The short timeline is necessary, he said, so that a baby northern white rhino could be socialized by members of its own subspecies. These would then be implanted in southern surrogates, as the remaining northern females are unable to carry embryos themselves.
The last hopes were pinned on four white rhinos, two males and females living in zoos and nurseries in the United States, the Czech Republic and Africa. "Any embryos produced would likely need to be cryopreserved (or frozen) until a surrogate could be set up".

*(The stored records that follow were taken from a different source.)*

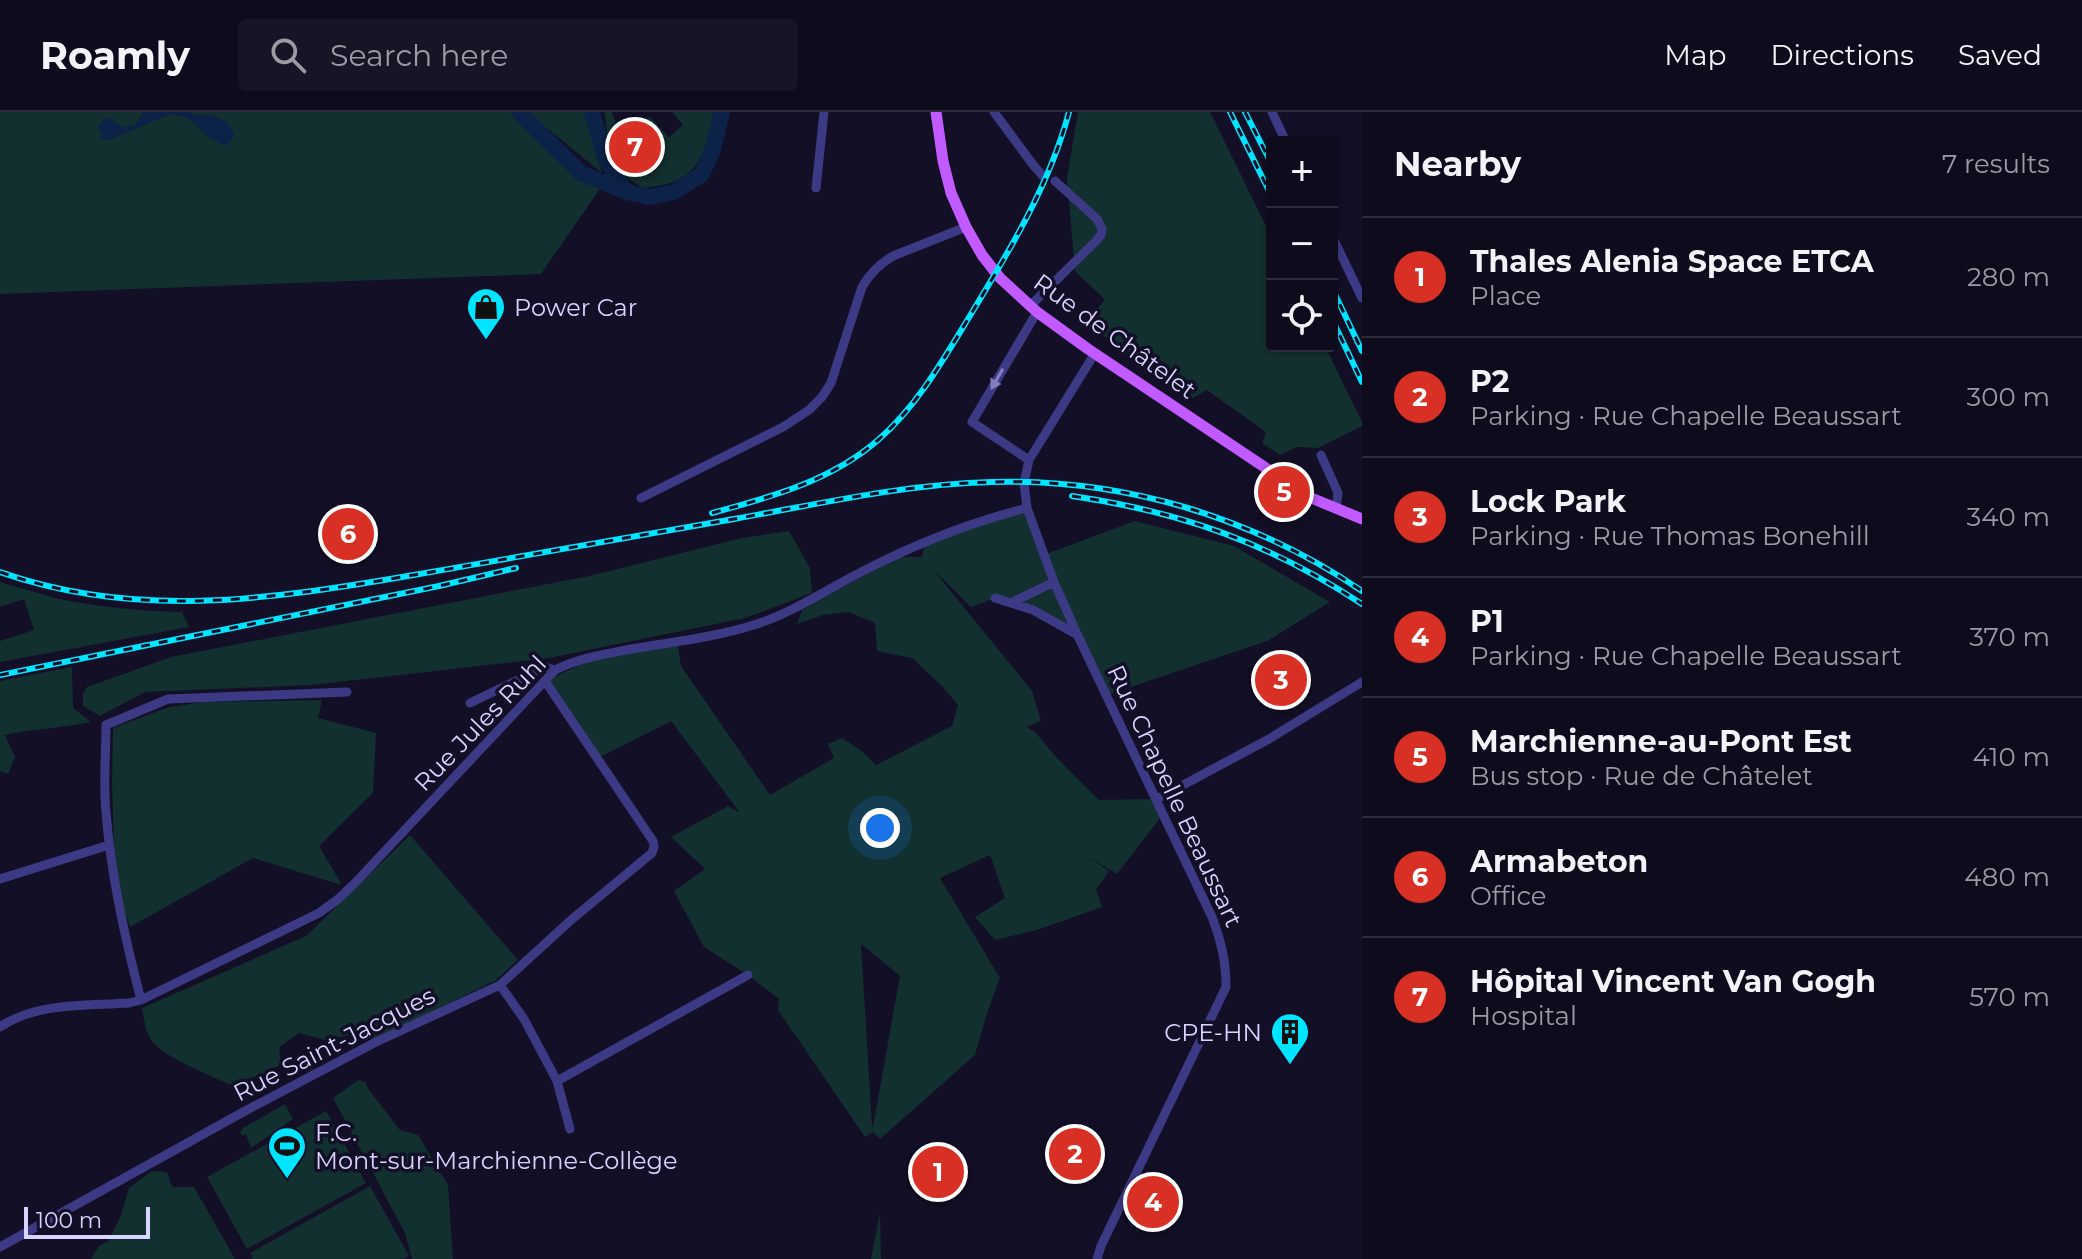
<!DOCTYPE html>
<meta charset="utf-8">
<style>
body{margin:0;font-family:Montserrat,sans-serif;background:#171425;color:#f1f3f6}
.controls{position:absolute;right:24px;top:24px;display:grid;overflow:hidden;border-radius:8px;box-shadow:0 2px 6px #0004}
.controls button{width:72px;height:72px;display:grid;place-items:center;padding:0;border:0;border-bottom:2px solid #2e2b3b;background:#0e0b1c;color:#f1f3f6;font:40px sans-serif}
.scale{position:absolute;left:24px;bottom:20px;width:126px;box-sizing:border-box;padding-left:8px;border:4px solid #d9d4ff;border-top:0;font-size:22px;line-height:28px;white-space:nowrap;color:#d9d4ff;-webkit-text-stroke:6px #130f26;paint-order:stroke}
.you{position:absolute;left:880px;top:716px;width:28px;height:28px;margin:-20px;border:6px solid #fff;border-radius:50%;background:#1a73e8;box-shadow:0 0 0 12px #1a73e833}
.badge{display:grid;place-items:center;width:52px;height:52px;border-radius:50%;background:#d93025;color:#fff;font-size:26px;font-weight:700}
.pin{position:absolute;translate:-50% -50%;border:4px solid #fff;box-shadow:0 2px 8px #0006}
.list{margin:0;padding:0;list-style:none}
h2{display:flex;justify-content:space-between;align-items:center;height:104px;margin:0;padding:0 32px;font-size:34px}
h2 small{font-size:26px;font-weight:400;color:#9b9ba3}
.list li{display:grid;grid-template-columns:52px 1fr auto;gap:24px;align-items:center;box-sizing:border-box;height:120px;padding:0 32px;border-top:2px solid #2e2b3b}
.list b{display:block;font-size:30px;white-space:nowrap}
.list p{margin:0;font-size:26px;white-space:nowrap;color:#9b9ba3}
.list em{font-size:26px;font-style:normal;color:#9b9ba3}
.icon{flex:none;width:44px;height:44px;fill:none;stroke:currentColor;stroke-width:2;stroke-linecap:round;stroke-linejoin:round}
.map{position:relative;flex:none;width:1362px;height:1147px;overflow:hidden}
header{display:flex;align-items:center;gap:48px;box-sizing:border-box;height:112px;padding:0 40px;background:#0e0b1c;border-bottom:2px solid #2e2b3b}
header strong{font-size:38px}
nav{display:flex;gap:44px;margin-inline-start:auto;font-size:28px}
.search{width:560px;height:72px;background:#171425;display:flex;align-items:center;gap:20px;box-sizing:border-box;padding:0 28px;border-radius:8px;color:#9b9ba3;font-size:30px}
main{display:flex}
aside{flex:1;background:#0e0b1c}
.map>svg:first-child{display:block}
</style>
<header>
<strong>Roamly</strong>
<div class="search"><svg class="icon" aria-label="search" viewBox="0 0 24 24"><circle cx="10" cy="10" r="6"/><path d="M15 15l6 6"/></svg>Search here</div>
<nav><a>Map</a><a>Directions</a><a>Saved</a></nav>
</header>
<main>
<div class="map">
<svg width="1362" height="1147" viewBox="0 0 1362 1147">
<rect width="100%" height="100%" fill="#130f26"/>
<path fill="#12302f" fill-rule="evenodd" d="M0,0h143l-7,13 -13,3 -8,-5 -12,10 5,7 62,-26 17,3 23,21 1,-23 -13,1 -10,-4h330l37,38 49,33 -63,91 -541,20z
M527,0h58l17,61z
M604,0h8l5,15h7l7,-6 19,-4 19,20 14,-12 -11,-13h41c2,10 -2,22 -6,31 -12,34 -29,41 -64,45 -9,-6 -19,-11 -27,-19 -8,-9 -9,-43 -12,-57z
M1078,0h132l62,126v108h53l37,76v4l-44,22 -21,-1 -17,8 -18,-12 4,-11 -59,-42 -18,10 -104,-78 20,-22 -30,-29 -8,-93z
M1027,396l19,46 89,-33 99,25 96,56 -63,39 -160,54 -30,-64 -82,-33 -24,9 -39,-39 100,123 9,30 -15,6 9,5 22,26 42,42 58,-1 7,14 -47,61 -30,-18 22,15 -13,19 6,17 -65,23 -42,10 -20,-23 30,-19 -15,-43 -50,23 60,100 -13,35 -12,42 -95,84 -7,-7 -8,5 -87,-127 1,-11 -31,-24 -44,-28 -30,-56 31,-22 -34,-32 57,-31 12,7 -69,-92 -73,37 -53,-77 59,-27 74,-8 3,20 89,129 64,-37 -6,-14 14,-6 21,14 13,13 76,-39 6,-21 -17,-20 -29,-27 -35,-7 -2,-28 -27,-11 -25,3 -26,9 5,-14 96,-53h24l4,-17zM861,832l39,32 -27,151 -1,-1z
M789,419l21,37 2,25 -67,25 -196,40 -237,27 -167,7 -45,24 -17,-10v-12l4,-7 84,-30 418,-81 153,-38z
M0,470c18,5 37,11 55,16 42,9 85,13 127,14l7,15 -189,35v-21l34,-11 -10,-31 -24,8z
M72,555l1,41 18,14c-29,6 -58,7 -86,13l10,22 -7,17 -8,-3v-90z
M322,588l-4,18 58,15 -3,60 -54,53 23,39 -89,-27 -123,69 -15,-41 -3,-104 1,-54 56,-21 35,-5z
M410,723l108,125 -22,20 -124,62 -10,-23 -2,14 -35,7 -26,-7 -20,14 2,17 -17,11 -24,6 -9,4c-20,-9 -68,-28 -80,-45 -6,-9 -7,-22 -9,-32l164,-72z
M358,968l7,2 4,8 31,40 18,5 30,50 5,74h-41l-7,-26 -72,-135z
M285,992l8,15 -42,29 -5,-14 -4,2 -2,-4 3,-4z
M326,999l40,72 -119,66 -40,-72z
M152,1059l15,1 5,15h22l41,72h-144l8,-13 10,-5 12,-26 8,-27z
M370,1074l39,70 -5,3h-151l-3,-6z
M880,1101l1,46h-10z"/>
<path fill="#0c2248" d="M143,0h45l10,4 13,-1 16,7 8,12 -8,12 -17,-8 -23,-21 -17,-3 -62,26 -9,-1 4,-6 -6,-6 6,-8 9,-1 3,5 8,4 13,-2z"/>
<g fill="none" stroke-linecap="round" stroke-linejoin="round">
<path stroke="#0c2248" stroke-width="16" d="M519,0l62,61 45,19 24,5 24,-5 27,-17 11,-23 10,-40
M592,0l14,48 20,32"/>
<path stroke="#3d3a85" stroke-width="9" d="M994,0l40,54 9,10
M1272,0l14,30
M816,76l8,-76
M1332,124l30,62
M1030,194l66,-65 5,-6 1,-6 -5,-10 -42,-38
M1095,241l-66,107 -5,23 3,25 27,74 23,52 135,283c9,24 14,44 14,70l-125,259 -4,13
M1321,343l17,38 -2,16
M1029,348l-57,-38 65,-110
M641,386l142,-71 26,-17 13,-13 9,-14 31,-96c8,-14 17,-23 31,-31l73,-29
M995,486l38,12 43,24
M1011,491l43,-21
M470,591l75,-36 10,3
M1157,687l112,-60 93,-57
M0,767l109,-34
M500,873l24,34 33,62 13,48
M141,888c-16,-62 -30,-124 -35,-188 -3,-29 0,-59 0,-87l62,-26 179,-7
M0,915c37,-25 86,-21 129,-24l12,-3 178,-87 18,-13 17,-16 201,-214c24,-12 50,-16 76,-21 42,-7 86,-12 126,-25 39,-13 74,-37 110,-55 51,-26 105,-47 160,-61
M557,969l191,-106
M0,1135l245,-136 131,-69 124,-57 71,-65 81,-67 2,-6 -1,-6 -108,-160"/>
<path stroke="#c25bff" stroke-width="11" d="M936,0l7,49 8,32 15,34 16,28 18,23 37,34 51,37 221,148 53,22"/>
<defs>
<path id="rail" d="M1230,0l42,85
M1245,0l27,53
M1332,176l30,63
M1332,207l30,63
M1072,384c110,16 197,47 290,108
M712,401c59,-16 119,-32 166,-73 38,-33 64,-78 90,-121 40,-66 81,-132 101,-207
M0,460c135,47 266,28 402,5 111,-19 222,-39 332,-58 85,-15 171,-35 257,-37 132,-4 262,35 371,109
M0,563l439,-89 77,-18"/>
</defs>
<use href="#rail" stroke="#00e5ff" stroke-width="6"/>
<use href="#rail" stroke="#130f26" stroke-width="3" stroke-dasharray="9" stroke-linecap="butt"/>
</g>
<defs><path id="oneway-solid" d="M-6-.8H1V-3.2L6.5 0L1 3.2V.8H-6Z" transform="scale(2)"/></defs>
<use fill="#837fbc" href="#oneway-solid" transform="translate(997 267) rotate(120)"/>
<defs>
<symbol id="shop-pin" viewBox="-11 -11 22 30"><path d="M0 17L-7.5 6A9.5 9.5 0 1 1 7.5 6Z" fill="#00e5ff" stroke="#130f26"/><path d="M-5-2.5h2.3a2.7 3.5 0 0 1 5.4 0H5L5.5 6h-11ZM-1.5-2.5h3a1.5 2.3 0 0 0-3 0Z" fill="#111"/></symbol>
<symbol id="building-pin" viewBox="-11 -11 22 30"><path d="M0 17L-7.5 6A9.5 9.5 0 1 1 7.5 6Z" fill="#00e5ff" stroke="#130f26"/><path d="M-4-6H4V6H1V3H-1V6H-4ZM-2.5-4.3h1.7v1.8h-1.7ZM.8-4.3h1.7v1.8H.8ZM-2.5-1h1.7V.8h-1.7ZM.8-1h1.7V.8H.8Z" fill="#111"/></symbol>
<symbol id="stadium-pin" viewBox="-11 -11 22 30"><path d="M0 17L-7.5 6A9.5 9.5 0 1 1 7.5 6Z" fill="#00e5ff" stroke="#130f26"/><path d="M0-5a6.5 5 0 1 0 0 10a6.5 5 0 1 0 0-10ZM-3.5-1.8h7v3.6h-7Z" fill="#111"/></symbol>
</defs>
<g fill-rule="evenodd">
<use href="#shop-pin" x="464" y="173" width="44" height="60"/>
<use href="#building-pin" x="1268" y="898" width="44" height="60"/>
<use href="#stadium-pin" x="265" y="1012" width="44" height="60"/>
</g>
<g text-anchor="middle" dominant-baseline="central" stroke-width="7" stroke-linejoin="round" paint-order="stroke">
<g font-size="24" fill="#d9d4ff" stroke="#130f26" text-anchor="start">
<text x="514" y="195">Power Car</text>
<text x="1262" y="920" text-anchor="end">CPE-HN</text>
<text x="315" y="1020">F.C.<tspan x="315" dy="28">Mont-sur-Marchienne-Collège</tspan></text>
</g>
<g font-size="24" fill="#d9d4ff" stroke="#130f26">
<text transform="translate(1115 224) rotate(36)">Rue de Châtelet</text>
<text transform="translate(480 611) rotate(-46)">Rue Jules Ruhl</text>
<text transform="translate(1175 684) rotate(65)">Rue Chapelle Beaussart</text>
<text transform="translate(334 932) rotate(-27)">Rue Saint-Jacques</text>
</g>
</g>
</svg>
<div class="controls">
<button>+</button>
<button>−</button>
<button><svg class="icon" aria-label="locate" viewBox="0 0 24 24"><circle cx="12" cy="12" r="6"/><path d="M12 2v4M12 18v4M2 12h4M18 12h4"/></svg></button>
</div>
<div class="scale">100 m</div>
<div class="you"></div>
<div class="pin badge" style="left:938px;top:1060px">1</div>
<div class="pin badge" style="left:1075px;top:1042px">2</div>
<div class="pin badge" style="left:1281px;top:568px">3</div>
<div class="pin badge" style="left:1153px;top:1090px">4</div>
<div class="pin badge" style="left:1284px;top:380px">5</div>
<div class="pin badge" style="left:348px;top:422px">6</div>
<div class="pin badge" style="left:635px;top:35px">7</div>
</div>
<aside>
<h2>Nearby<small>7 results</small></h2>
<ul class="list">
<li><span class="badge">1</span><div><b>Thales Alenia Space ETCA</b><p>Place</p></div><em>280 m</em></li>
<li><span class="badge">2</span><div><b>P2</b><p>Parking · Rue Chapelle Beaussart</p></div><em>300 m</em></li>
<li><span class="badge">3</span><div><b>Lock Park</b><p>Parking · Rue Thomas Bonehill</p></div><em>340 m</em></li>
<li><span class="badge">4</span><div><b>P1</b><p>Parking · Rue Chapelle Beaussart</p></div><em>370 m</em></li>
<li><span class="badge">5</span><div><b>Marchienne-au-Pont Est</b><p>Bus stop · Rue de Châtelet</p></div><em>410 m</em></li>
<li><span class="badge">6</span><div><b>Armabeton</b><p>Office</p></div><em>480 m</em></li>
<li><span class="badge">7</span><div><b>Hôpital Vincent Van Gogh</b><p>Hospital</p></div><em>570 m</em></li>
</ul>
</aside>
</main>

The breakthrough experiment was conducted with the primary goal of saving the northern white rhinos from extinction. Therefore, the best way of saving the rhinos from extinction is by stopping poaching but it has proven hard. Rhino horns even proved beneficial in the field of medicine.
Supporters believe the work could be used to help other endangered species, while some conservationists believe the focus should be on other critically endangered species, including the Javan and Sumatran rhinos, that have suffered because of poaching and human encroachment on habitats.
Furthermore, even if a few calves are born, "there will still be a lot of work to do in getting those offspring to propagate, and given the limited gene pool, inbreeding depression will be a very real threat", she said. Once this is accomplished successfully, it will be theoretically possible to selectively breed the hybrids to dilute the traits of SWR and concentrate those of the extinct species, giving birth to a pure population of northern white rhino.
He told the Independent: "We came to the point around 2008 that there was no chance to save this subspecies with the techniques we had available at that time".